Desconstituídos...
A possibilidade de os eleitores Franceses chumbarem em referendo no dia 29 de Maio o Tratado que instituiu uma Constituição para a Europa tornou-se bem real e é tratada com toda a seriedade. Os líderes políticos interessados na sua aprovação afirmam que uma vitória do "não" irá por em causa todo o processo de integração iniciado formalmente em 1950 e tornar a França responsável pelo maior retrocesso do projecto Europeu desde o seu lançamento.
Os críticos do tratado acusam-no de pretender criar uma Europa neo-liberal e de submeter os povos aos interesses dos Estados, contribuindo para a longo prazo diluir as identidades e servir um projecto federalista, conferindo uma maior preponderância aos Estados mais importantes - França e Alemanha - em detrimento de outros. São também criticadas a criação do Presidente do Conselho Europeu e do Ministro dos Negócios Estrangeiros da União.
Quanto às razões para as sondagens indicaram um muito provável "não" Francês ao Tratado, apontam para a reprovação da presidência de Chriac, um enfoque na directiva Bolkenstein e à possível entrada da Turquia na UE, aspectos que os eleitores Franceses visados ligam directamente ao Tratado.
Considero que reprovar um documento tão importante por razões internas ou por não desejar a Turquia na UE é irresponsável, afinal de contas a Turquia foi aceite como candidata em 1999, tinha acabado de entrar em vigor o Tratado de Amesterdão e ainda não se via no horizonte o Tratado Constitucional. A manipulação política é um factor muito relevante no progresso do "não" nas sondagens, principalmente se tivermos em conta que há apenas dois meses atrás o "sim" parecia confortavelmente instalado e sem desafios pela frente.
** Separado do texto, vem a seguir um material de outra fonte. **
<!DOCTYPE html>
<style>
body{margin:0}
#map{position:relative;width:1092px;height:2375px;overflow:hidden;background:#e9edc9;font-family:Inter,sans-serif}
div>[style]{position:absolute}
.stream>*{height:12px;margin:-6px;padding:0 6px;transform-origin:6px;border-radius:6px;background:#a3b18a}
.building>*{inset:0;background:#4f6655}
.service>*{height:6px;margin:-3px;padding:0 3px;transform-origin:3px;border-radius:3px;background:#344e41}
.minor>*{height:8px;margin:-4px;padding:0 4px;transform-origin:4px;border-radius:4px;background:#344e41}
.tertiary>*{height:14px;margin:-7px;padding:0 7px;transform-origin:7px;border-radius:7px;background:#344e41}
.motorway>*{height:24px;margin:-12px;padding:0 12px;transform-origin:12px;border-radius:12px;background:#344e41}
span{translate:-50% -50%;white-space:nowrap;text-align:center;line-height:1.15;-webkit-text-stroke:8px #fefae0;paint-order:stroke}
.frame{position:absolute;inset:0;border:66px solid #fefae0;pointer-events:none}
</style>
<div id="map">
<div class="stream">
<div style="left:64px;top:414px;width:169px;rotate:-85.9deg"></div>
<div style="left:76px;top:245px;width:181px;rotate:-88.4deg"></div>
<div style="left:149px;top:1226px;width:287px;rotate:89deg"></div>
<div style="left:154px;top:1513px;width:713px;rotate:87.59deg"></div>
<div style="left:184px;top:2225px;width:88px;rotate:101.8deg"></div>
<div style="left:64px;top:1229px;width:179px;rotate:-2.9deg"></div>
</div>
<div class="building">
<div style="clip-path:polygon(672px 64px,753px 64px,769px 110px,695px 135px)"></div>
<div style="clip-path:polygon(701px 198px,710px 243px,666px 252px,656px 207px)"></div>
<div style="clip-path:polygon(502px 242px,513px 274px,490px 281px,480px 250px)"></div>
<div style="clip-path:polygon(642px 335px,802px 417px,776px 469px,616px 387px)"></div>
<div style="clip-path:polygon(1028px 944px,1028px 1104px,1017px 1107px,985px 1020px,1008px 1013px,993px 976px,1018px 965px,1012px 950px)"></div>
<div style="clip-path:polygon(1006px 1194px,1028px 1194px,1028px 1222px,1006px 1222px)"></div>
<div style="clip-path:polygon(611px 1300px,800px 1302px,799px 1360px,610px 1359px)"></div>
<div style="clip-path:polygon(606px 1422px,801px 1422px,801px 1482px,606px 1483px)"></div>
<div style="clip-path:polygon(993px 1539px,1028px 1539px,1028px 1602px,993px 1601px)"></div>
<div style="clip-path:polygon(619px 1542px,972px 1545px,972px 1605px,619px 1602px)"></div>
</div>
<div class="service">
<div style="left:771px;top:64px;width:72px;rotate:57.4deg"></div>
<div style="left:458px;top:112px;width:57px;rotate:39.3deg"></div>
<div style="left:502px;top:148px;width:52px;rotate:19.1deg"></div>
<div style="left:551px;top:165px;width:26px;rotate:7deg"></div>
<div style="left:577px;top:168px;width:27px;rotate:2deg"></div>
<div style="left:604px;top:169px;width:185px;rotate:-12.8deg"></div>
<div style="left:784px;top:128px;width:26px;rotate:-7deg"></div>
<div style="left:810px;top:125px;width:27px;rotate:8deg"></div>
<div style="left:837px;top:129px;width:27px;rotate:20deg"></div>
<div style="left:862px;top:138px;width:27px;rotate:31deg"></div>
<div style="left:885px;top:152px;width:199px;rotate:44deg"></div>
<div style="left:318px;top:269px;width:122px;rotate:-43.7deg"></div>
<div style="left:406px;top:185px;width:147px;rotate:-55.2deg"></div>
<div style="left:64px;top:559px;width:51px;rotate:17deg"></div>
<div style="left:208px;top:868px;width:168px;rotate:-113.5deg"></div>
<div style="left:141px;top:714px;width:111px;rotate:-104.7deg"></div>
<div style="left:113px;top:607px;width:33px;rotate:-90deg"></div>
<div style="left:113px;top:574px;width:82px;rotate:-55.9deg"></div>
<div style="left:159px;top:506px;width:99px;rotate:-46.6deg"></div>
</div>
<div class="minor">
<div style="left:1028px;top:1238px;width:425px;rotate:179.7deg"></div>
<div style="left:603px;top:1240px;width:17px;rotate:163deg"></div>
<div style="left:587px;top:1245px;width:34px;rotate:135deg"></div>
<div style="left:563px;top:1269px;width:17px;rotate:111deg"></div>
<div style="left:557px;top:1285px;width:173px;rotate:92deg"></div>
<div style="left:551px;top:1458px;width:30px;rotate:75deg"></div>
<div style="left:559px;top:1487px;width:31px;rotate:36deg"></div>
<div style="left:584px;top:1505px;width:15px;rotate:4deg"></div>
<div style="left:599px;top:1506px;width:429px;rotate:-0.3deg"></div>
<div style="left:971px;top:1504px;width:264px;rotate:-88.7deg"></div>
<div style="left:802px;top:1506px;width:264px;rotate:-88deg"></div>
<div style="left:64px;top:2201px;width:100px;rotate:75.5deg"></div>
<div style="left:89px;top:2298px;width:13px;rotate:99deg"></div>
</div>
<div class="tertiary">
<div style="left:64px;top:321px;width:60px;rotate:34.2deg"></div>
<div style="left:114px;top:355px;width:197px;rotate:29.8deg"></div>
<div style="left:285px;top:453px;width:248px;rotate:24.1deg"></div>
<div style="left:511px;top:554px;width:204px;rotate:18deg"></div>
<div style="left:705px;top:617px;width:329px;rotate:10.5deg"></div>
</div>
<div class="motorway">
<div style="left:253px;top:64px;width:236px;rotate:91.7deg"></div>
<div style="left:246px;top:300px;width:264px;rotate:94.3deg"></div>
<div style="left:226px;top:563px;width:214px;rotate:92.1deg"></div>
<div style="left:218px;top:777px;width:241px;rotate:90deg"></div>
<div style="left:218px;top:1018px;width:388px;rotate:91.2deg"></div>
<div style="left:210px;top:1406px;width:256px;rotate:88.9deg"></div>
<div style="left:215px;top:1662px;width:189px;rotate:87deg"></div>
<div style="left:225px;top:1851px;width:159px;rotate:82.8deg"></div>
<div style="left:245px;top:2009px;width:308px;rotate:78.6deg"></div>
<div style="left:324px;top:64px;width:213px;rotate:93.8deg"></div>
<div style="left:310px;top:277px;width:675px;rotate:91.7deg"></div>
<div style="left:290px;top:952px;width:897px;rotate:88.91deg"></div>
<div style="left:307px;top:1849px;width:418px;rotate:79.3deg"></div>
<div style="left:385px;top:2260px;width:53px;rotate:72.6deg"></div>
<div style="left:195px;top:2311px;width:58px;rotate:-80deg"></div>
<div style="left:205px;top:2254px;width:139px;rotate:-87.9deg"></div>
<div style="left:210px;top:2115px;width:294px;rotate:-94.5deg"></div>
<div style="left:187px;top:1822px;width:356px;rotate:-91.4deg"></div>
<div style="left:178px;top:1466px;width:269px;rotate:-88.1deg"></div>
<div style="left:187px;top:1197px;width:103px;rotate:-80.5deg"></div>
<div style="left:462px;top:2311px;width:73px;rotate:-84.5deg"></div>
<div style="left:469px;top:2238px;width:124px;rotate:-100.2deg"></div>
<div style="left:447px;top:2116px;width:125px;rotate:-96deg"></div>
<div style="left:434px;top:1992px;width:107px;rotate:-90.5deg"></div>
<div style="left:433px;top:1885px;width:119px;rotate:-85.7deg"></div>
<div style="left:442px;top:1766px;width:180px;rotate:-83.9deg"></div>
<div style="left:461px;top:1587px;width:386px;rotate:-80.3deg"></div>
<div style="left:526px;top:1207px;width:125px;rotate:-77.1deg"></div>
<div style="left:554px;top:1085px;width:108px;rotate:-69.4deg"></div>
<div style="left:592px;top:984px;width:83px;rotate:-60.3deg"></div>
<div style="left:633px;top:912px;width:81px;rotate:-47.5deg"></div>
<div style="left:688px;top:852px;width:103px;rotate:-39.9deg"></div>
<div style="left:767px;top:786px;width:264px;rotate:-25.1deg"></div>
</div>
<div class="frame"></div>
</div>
Porém, todo o dramatismo que tem sido colocado em torno das consequências é sem dúvida um reflexo da forma como tratamos um país grande como a França. Para entrar em vigor, o Tratado tem de ser ratificado por todos os 25 Estados Membros. Uma parte dos 25 decidiu submeter a ratificação a referendo. Se o "não" vencer em França, o Tratado não entra em vigor, é certo, mas seria mesma coisa se o país fosse Portugal, ou a Estónia, ou Chipre [se estes países fossem ratificar o Tratado através de um referendo]. Simplesmente, trata-se de considerar que alguns países são mais iguais que outros ao colocar todo este ênfase na França, aliado ao paradoxo de a França ser um dos países que mais contribuiu para o projecto Europeu e se encontrar à beira de o reprovar.
Que mensagem está a UE a enviar aos seus membros mais pequenos? Como se sentiria Malta, Eslovénia ou Estónia se fossem tratados como irrelevantes, simplesmente por a sua população não ratificar o tratado? Provavelmente os países seriam "convidados a sair" da União. Quando em 1992 os eleitores Dinamarqueses reprovaram o Tratado de Maastricht em referendo por discordarem principalmente com a implementação da terceira fase da União Económica e Monetária foi incluída uma cláusula de opting out no Tratado como forma de garantir a assinatura do Tratado. Mas todo o resto manteve-se como foi feito. Quando em 2001 os eleitores Irlandeses rejeitaram o Tratado de Nice, a UE limitou-se a pedir às autoridades Irlandesas a convocação de outro referendo, sem alterações. No caso de a França rejeitar o Tratado Constitucional, prevê-se que o documento seja abandonado e noutra altura será redigido outro. Não estará a UE a ir contra aquilo que ela própria advoga? O tratamento igualitário dos seus Estados Membros?